As in many other cities I have visited, all of the wars between Israel and Arab countries led to spikes in migratory trends; in Tunis, 1967 was the greatest example, particularly because of the rioting that occurred. The people I spoke to in Tunis conveyed a lack of threat, fear or danger caused by these riots, but one must consider that this is from the point of view of those who remained and not those that felt compelled to migrate. One last reason for the migration, which I only heard from the owner of the only kosher restaurant in the area, was very interesting. He spoke to me about Tunisia under Ottoman rule; the Jewish community, while free to practice their religion and afforded relatively equal economic opportunities, were also given the status of dhimmi, or protected people under Islam. All dhimmis in the Ottoman Empire were granted freedom of religion, but had to pay an extra tax. This man explained to me that this distinction led to the Jewish community being considered a second or subordinate class. He argued that many Tunisian Jews took advantage of France’s offer of citizenship as a form of revenge for their former status as lower class, as being French was always considered a higher social standing.

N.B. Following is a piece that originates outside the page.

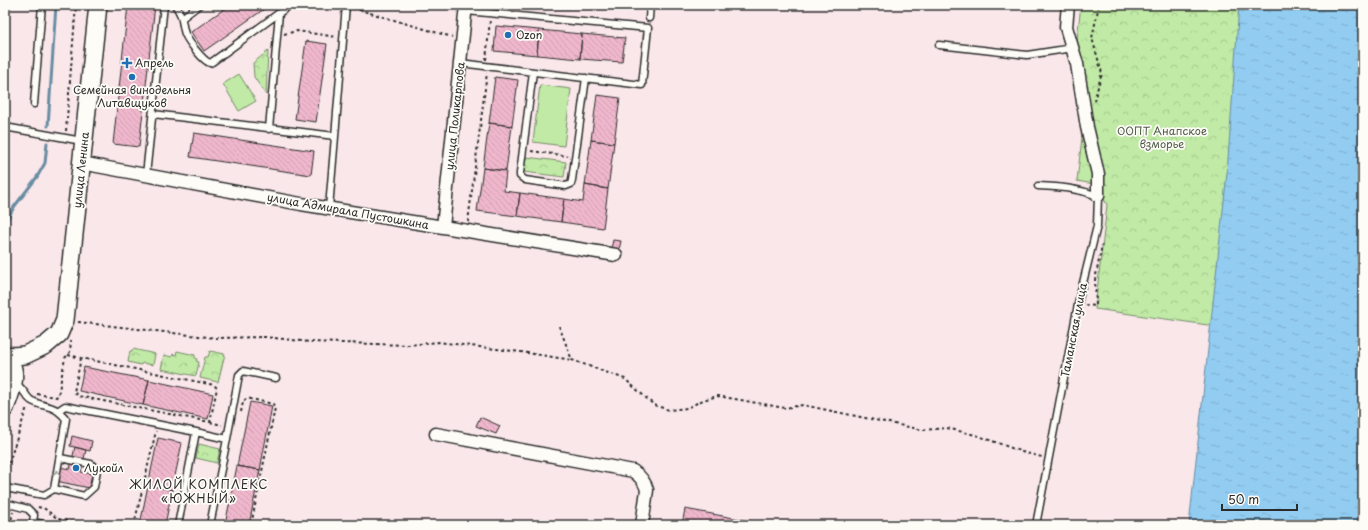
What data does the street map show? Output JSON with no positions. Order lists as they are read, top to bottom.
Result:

The Old Age Home in La Goulette is home to 31 elderly Tunisian Jews and is in the building of a former Jewish school. Twenty people work in the home and tend to the daily needs of the elderly, and the services are paid for and the building maintained by both the Jewish Community of Tunisia and the Joint American Distribution Committee. Only three of the residents pay for their stay and it is mostly symbolic. According to the director of the home, living there is a much better option for the elderly of Tunis not only because their health is closely monitored by the staff, but also because it provides them with entertainment and companionship that is much more difficult for the immobile elderly.
There is one Jewish school remaining in the Greater Tunis region. Currently, 55 students are enrolled and there are 4 classes divided by age plus a kindergarten. After kindergarten, the students are taught French, Hebrew, math, history and computers (once a week). At age 10 they begin to study Arabic and at age 12 English. The boys are separated from the girls to take classes in preparation for their bnai mitzvoth. All students graduate from high school and receive a Baccalaureate at around age 18, after which, most move to France, either for work or to continue their studies, depending on their families’ financial situation. According to the principal of the school, the students live in a modern city and witness modern phenomena (as opposed to Djerba) such as pre-marital dating, prompting their curiosity of experiencing that way of life in France where there is a more liberal and numerous Jewish community. The families of the students pay a small fee for their children to attend the school, and the rest of its funding comes from private donors, Lubavitch (as it is a Lubavitch-affiliated school), and the Joint Committee (whose money goes to the physical maintenance of the school).